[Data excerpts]
┄┄┄┄┄┄

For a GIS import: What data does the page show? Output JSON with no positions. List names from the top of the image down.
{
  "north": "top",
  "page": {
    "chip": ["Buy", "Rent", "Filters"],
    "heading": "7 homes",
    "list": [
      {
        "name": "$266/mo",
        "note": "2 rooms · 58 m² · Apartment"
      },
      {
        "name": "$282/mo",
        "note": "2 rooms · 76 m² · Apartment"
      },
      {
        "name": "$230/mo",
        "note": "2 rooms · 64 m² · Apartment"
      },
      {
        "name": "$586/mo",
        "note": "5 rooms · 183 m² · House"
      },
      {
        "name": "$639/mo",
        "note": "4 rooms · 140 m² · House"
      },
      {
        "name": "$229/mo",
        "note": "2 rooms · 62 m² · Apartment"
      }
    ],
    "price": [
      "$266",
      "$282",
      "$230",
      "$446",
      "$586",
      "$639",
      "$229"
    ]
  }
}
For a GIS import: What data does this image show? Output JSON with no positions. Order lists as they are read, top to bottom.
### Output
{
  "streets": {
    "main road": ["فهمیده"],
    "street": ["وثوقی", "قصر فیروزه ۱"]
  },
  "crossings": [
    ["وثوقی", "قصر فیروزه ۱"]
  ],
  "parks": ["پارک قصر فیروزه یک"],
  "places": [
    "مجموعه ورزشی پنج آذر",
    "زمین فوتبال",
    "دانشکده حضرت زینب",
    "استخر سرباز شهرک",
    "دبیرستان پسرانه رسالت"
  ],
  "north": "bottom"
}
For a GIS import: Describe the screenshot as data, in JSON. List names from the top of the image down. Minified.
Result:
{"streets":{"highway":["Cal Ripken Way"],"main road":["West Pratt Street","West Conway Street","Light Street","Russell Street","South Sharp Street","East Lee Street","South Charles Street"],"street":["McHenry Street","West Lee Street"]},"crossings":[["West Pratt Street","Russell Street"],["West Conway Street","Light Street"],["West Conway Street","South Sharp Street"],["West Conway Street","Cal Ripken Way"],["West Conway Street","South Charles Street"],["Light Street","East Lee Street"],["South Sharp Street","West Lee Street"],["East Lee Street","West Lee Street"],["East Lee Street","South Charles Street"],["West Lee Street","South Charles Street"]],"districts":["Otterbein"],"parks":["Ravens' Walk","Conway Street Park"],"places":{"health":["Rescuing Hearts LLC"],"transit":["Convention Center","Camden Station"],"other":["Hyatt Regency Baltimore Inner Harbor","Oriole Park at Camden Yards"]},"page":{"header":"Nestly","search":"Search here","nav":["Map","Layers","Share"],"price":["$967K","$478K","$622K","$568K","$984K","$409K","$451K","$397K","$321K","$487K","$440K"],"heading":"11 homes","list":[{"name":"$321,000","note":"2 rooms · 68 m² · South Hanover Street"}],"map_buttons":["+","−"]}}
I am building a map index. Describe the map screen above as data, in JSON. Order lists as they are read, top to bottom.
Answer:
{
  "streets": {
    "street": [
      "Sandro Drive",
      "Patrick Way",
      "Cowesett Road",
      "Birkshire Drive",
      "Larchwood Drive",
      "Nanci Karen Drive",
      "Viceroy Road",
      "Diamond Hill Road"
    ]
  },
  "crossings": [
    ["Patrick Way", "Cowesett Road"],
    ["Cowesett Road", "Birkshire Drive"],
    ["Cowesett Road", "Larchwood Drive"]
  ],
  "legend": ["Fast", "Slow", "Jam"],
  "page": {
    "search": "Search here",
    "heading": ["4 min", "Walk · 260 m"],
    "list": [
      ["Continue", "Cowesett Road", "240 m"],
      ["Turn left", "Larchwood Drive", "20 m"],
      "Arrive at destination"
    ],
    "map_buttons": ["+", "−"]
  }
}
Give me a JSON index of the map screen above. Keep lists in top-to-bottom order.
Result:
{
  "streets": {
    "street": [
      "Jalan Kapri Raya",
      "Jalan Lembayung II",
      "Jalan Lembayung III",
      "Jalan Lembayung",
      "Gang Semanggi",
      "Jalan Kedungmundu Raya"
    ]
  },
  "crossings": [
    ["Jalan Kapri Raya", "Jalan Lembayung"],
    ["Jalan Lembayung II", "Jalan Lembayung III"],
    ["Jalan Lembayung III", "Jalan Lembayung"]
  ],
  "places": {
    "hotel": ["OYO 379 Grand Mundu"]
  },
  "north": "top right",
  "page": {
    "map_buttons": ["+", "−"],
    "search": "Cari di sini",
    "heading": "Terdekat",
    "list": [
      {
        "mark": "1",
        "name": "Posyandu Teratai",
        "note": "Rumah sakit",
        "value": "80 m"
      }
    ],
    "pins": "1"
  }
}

┄┄┄┄┄┄

▸ PROBLEM TO SOLVE
The records above must be transcribed line for line, exactly.

▸ ANSWER TO THIS PROBLEM
For a GIS import: What data does the page show? Output JSON with no positions. List names from the top of the image down.
{
  "north": "top",
  "page": {
    "chip": ["Buy", "Rent", "Filters"],
    "heading": "7 homes",
    "list": [
      {
        "name": "$266/mo",
        "note": "2 rooms · 58 m² · Apartment"
      },
      {
        "name": "$282/mo",
        "note": "2 rooms · 76 m² · Apartment"
      },
      {
        "name": "$230/mo",
        "note": "2 rooms · 64 m² · Apartment"
      },
      {
        "name": "$586/mo",
        "note": "5 rooms · 183 m² · House"
      },
      {
        "name": "$639/mo",
        "note": "4 rooms · 140 m² · House"
      },
      {
        "name": "$229/mo",
        "note": "2 rooms · 62 m² · Apartment"
      }
    ],
    "price": [
      "$266",
      "$282",
      "$230",
      "$446",
      "$586",
      "$639",
      "$229"
    ]
  }
}
For a GIS import: What data does this image show? Output JSON with no positions. Order lists as they are read, top to bottom.
### Output
{
  "streets": {
    "main road": ["فهمیده"],
    "street": ["وثوقی", "قصر فیروزه ۱"]
  },
  "crossings": [
    ["وثوقی", "قصر فیروزه ۱"]
  ],
  "parks": ["پارک قصر فیروزه یک"],
  "places": [
    "مجموعه ورزشی پنج آذر",
    "زمین فوتبال",
    "دانشکده حضرت زینب",
    "استخر سرباز شهرک",
    "دبیرستان پسرانه رسالت"
  ],
  "north": "bottom"
}
For a GIS import: Describe the screenshot as data, in JSON. List names from the top of the image down. Minified.
Result:
{"streets":{"highway":["Cal Ripken Way"],"main road":["West Pratt Street","West Conway Street","Light Street","Russell Street","South Sharp Street","East Lee Street","South Charles Street"],"street":["McHenry Street","West Lee Street"]},"crossings":[["West Pratt Street","Russell Street"],["West Conway Street","Light Street"],["West Conway Street","South Sharp Street"],["West Conway Street","Cal Ripken Way"],["West Conway Street","South Charles Street"],["Light Street","East Lee Street"],["South Sharp Street","West Lee Street"],["East Lee Street","West Lee Street"],["East Lee Street","South Charles Street"],["West Lee Street","South Charles Street"]],"districts":["Otterbein"],"parks":["Ravens' Walk","Conway Street Park"],"places":{"health":["Rescuing Hearts LLC"],"transit":["Convention Center","Camden Station"],"other":["Hyatt Regency Baltimore Inner Harbor","Oriole Park at Camden Yards"]},"page":{"header":"Nestly","search":"Search here","nav":["Map","Layers","Share"],"price":["$967K","$478K","$622K","$568K","$984K","$409K","$451K","$397K","$321K","$487K","$440K"],"heading":"11 homes","list":[{"name":"$321,000","note":"2 rooms · 68 m² · South Hanover Street"}],"map_buttons":["+","−"]}}
I am building a map index. Describe the map screen above as data, in JSON. Order lists as they are read, top to bottom.
Answer:
{
  "streets": {
    "street": [
      "Sandro Drive",
      "Patrick Way",
      "Cowesett Road",
      "Birkshire Drive",
      "Larchwood Drive",
      "Nanci Karen Drive",
      "Viceroy Road",
      "Diamond Hill Road"
    ]
  },
  "crossings": [
    ["Patrick Way", "Cowesett Road"],
    ["Cowesett Road", "Birkshire Drive"],
    ["Cowesett Road", "Larchwood Drive"]
  ],
  "legend": ["Fast", "Slow", "Jam"],
  "page": {
    "search": "Search here",
    "heading": ["4 min", "Walk · 260 m"],
    "list": [
      ["Continue", "Cowesett Road", "240 m"],
      ["Turn left", "Larchwood Drive", "20 m"],
      "Arrive at destination"
    ],
    "map_buttons": ["+", "−"]
  }
}
Give me a JSON index of the map screen above. Keep lists in top-to-bottom order.
Result:
{
  "streets": {
    "street": [
      "Jalan Kapri Raya",
      "Jalan Lembayung II",
      "Jalan Lembayung III",
      "Jalan Lembayung",
      "Gang Semanggi",
      "Jalan Kedungmundu Raya"
    ]
  },
  "crossings": [
    ["Jalan Kapri Raya", "Jalan Lembayung"],
    ["Jalan Lembayung II", "Jalan Lembayung III"],
    ["Jalan Lembayung III", "Jalan Lembayung"]
  ],
  "places": {
    "hotel": ["OYO 379 Grand Mundu"]
  },
  "north": "top right",
  "page": {
    "map_buttons": ["+", "−"],
    "search": "Cari di sini",
    "heading": "Terdekat",
    "list": [
      {
        "mark": "1",
        "name": "Posyandu Teratai",
        "note": "Rumah sakit",
        "value": "80 m"
      }
    ],
    "pins": "1"
  }
}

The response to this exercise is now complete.